• _RECORD EXCERPTS_:
-.-.-

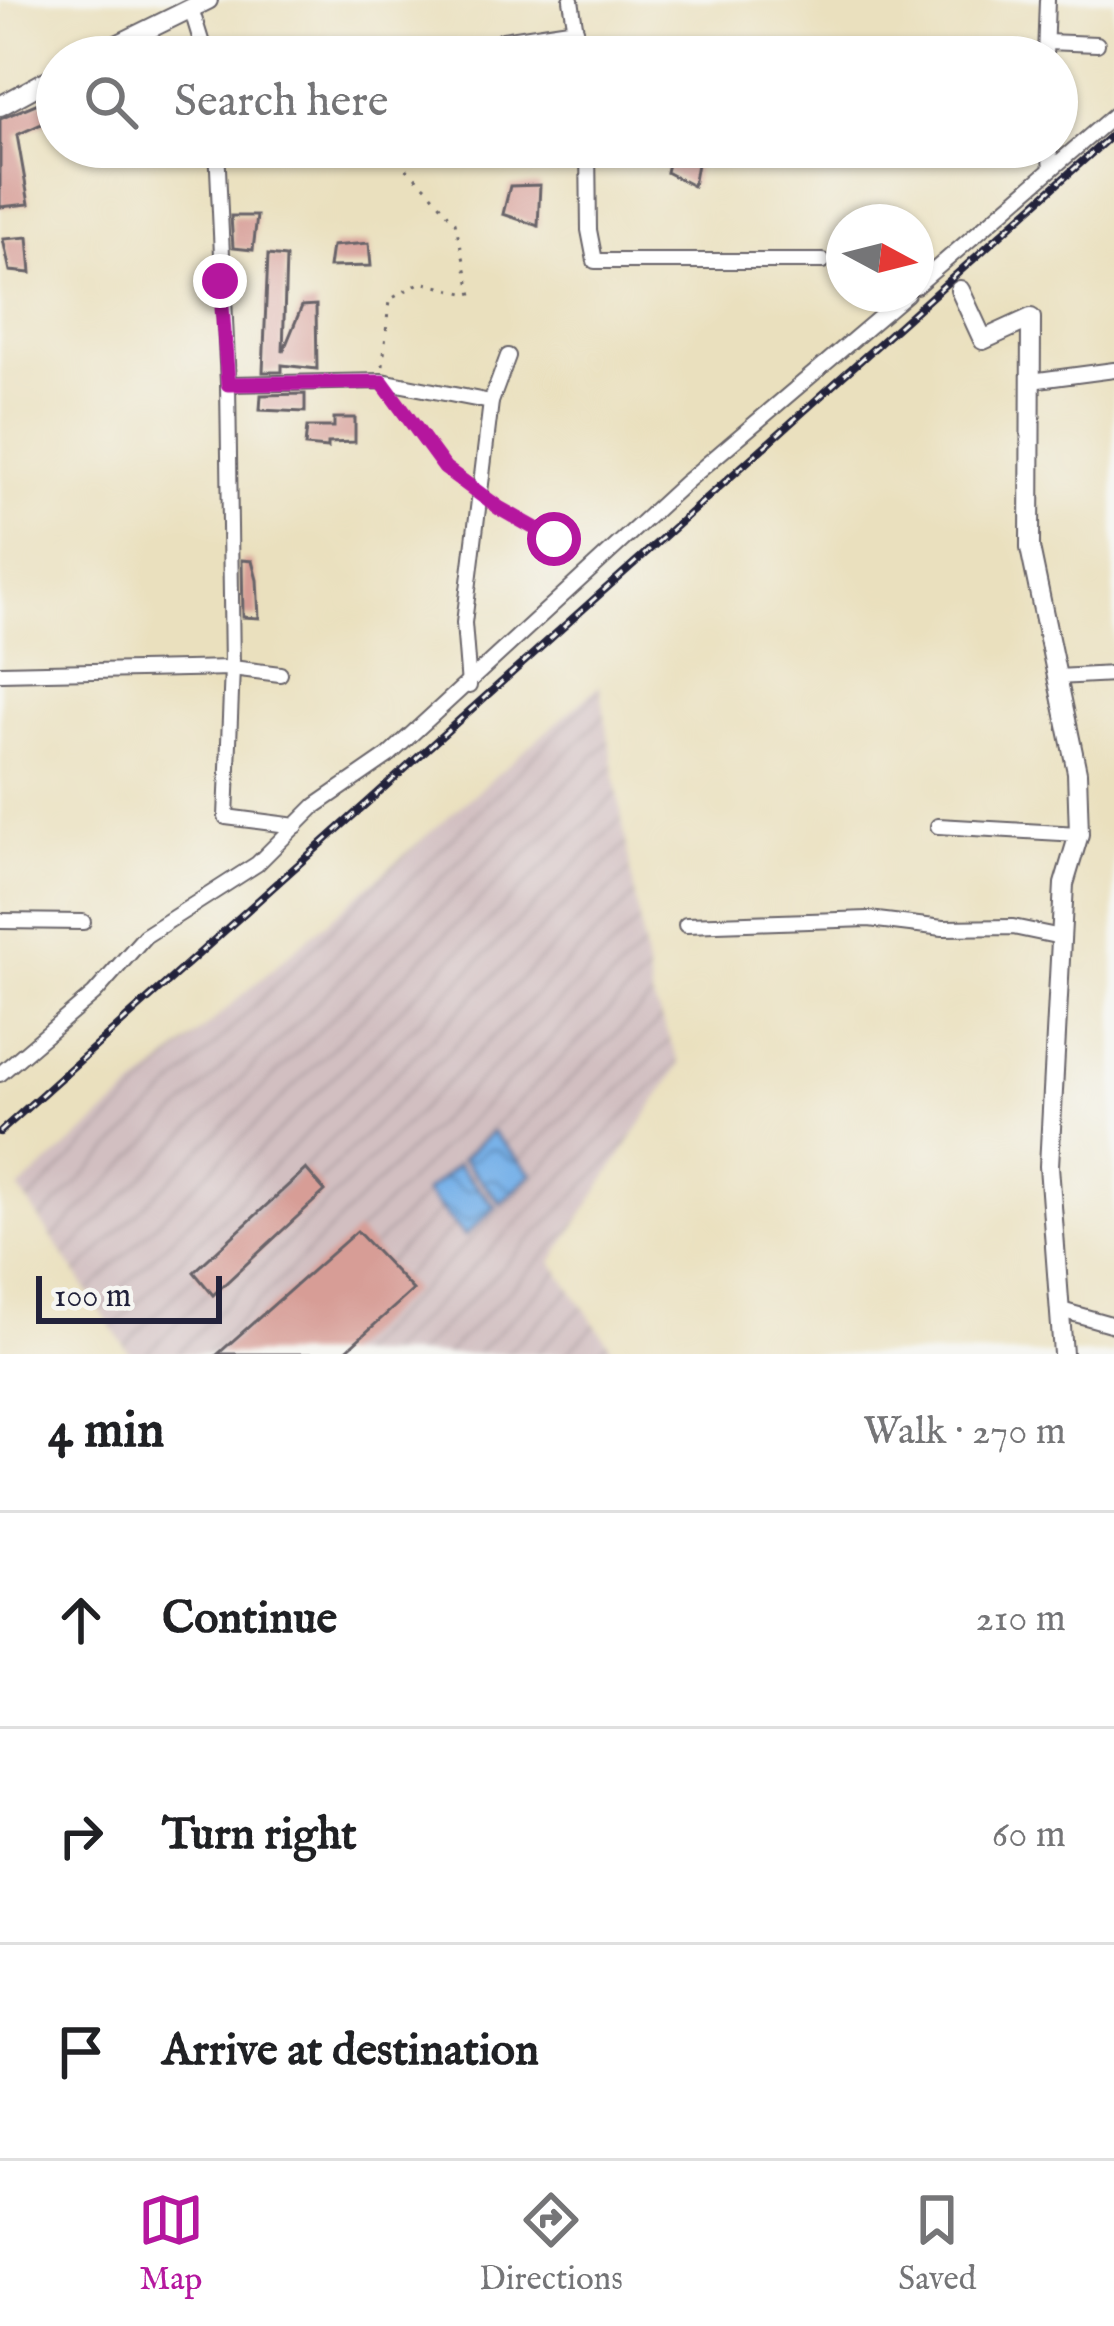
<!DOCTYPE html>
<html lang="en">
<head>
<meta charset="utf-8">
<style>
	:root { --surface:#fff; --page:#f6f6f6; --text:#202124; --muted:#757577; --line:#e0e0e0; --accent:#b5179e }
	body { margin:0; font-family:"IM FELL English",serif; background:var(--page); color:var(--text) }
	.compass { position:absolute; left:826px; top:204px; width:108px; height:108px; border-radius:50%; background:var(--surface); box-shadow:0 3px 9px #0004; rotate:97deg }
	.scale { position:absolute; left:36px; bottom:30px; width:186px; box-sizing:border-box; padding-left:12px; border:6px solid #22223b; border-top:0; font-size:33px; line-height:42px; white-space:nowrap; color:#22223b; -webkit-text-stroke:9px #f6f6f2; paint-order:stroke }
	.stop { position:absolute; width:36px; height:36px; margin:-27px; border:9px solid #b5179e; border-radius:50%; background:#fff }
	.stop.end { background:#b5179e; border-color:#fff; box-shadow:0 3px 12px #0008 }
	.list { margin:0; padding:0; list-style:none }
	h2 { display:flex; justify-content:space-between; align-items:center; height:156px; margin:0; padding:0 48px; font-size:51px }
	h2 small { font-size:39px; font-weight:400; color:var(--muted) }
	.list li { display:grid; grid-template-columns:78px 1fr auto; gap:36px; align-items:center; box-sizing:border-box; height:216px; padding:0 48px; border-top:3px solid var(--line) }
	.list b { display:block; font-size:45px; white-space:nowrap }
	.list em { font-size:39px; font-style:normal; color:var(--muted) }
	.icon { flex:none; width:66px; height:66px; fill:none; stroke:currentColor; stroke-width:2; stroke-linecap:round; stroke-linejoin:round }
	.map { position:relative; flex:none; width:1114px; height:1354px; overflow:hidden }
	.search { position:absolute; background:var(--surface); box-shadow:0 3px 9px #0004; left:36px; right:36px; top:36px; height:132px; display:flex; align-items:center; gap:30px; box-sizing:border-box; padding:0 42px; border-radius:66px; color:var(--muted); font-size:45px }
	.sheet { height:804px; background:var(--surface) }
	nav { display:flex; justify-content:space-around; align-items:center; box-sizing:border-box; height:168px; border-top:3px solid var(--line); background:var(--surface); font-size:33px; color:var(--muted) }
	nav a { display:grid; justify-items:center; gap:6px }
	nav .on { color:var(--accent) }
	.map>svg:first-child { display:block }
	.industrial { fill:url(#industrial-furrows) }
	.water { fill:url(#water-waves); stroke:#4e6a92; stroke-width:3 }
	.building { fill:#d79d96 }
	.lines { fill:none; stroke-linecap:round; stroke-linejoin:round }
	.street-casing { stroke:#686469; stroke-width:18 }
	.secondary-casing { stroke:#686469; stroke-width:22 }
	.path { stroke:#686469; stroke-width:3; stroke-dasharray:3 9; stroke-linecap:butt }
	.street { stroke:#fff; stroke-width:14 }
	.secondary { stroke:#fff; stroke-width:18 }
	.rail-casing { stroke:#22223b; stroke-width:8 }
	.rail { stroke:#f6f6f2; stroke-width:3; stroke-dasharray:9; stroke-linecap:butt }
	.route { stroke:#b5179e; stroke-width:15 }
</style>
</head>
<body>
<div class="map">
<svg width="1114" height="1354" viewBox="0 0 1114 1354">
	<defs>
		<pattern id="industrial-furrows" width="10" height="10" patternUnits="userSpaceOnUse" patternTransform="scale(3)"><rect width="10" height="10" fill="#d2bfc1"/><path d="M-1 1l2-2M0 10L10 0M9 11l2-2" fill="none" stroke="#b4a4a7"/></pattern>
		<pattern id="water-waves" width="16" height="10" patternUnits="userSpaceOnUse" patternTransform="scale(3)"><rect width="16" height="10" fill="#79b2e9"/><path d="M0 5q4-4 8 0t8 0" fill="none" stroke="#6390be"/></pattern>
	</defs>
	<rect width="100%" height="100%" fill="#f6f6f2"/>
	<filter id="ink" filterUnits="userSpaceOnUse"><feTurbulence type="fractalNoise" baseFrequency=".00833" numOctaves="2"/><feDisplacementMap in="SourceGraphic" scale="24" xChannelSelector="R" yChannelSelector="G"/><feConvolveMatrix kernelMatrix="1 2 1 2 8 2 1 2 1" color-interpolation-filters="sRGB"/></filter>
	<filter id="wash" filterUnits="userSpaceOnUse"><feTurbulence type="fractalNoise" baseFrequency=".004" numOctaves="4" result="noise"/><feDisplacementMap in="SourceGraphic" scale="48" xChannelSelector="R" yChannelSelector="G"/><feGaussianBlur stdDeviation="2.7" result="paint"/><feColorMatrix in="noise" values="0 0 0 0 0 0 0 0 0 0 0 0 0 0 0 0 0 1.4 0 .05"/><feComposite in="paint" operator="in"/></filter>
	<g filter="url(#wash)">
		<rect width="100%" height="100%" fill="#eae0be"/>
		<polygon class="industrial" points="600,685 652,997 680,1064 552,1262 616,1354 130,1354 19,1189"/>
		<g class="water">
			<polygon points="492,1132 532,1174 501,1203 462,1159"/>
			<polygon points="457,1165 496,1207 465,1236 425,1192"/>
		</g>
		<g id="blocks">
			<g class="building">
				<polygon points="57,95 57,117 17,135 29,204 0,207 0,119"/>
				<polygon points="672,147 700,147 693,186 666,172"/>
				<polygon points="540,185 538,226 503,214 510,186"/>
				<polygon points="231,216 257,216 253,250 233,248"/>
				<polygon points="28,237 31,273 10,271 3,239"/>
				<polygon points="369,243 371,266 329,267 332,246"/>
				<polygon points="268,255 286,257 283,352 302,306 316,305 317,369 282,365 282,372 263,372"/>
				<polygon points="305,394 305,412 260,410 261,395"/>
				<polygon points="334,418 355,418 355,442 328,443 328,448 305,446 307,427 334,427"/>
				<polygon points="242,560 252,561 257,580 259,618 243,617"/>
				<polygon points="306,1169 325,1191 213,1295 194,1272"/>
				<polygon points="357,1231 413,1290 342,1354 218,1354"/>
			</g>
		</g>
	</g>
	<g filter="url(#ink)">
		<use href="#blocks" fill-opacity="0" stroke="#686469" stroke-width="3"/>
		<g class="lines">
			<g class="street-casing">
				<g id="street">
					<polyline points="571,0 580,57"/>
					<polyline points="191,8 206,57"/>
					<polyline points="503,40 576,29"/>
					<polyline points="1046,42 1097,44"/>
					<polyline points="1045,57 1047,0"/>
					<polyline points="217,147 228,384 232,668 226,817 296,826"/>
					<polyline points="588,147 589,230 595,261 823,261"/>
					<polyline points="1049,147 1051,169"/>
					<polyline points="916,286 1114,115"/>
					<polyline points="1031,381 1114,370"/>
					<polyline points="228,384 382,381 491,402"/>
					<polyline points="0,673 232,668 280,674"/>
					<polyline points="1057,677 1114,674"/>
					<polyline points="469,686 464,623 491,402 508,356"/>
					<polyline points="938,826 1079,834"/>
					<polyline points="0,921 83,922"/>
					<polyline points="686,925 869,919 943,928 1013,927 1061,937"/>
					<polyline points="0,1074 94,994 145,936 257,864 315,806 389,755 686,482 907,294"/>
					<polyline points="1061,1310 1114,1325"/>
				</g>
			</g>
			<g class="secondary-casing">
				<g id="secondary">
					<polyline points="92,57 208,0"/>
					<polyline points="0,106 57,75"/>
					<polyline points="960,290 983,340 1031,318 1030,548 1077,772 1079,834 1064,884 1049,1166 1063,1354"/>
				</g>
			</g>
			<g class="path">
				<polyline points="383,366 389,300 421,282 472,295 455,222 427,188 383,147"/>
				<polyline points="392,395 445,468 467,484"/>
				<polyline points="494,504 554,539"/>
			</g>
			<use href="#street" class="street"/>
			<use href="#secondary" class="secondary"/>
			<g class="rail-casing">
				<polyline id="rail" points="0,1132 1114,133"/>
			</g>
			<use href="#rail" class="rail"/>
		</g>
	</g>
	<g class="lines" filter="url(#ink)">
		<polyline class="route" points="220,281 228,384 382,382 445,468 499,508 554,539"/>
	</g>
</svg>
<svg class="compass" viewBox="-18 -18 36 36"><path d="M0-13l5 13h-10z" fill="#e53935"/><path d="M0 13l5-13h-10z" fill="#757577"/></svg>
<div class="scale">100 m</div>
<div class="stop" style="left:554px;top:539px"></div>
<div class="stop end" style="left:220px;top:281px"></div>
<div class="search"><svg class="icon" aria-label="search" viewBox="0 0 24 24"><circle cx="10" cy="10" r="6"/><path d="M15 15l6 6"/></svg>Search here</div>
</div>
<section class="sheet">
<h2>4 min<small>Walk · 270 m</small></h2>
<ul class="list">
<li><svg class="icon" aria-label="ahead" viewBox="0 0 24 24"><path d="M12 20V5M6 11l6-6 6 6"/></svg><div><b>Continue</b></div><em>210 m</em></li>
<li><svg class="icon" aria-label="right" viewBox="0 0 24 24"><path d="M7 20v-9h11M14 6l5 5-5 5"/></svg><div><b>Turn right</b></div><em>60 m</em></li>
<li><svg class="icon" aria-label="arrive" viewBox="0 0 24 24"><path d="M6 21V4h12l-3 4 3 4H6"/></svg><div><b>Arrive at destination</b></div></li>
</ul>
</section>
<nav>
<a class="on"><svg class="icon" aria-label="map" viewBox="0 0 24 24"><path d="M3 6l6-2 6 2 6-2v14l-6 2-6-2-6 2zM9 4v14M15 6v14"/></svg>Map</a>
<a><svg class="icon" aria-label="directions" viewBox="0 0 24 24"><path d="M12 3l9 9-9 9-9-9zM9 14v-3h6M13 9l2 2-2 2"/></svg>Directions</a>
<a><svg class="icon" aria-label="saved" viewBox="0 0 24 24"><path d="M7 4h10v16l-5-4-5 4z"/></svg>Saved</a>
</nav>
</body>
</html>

-.-.-

• _TASK DETAILS_:
Take the lines from the one containing "6 2 6-2v14l-6" to the last line of the material above and write them out exactly.

• _RESULT OF THE EXERCISE_:
<a class="on"><svg class="icon" aria-label="map" viewBox="0 0 24 24"><path d="M3 6l6-2 6 2 6-2v14l-6 2-6-2-6 2zM9 4v14M15 6v14"/></svg>Map</a>
<a><svg class="icon" aria-label="directions" viewBox="0 0 24 24"><path d="M12 3l9 9-9 9-9-9zM9 14v-3h6M13 9l2 2-2 2"/></svg>Directions</a>
<a><svg class="icon" aria-label="saved" viewBox="0 0 24 24"><path d="M7 4h10v16l-5-4-5 4z"/></svg>Saved</a>
</nav>
</body>
</html>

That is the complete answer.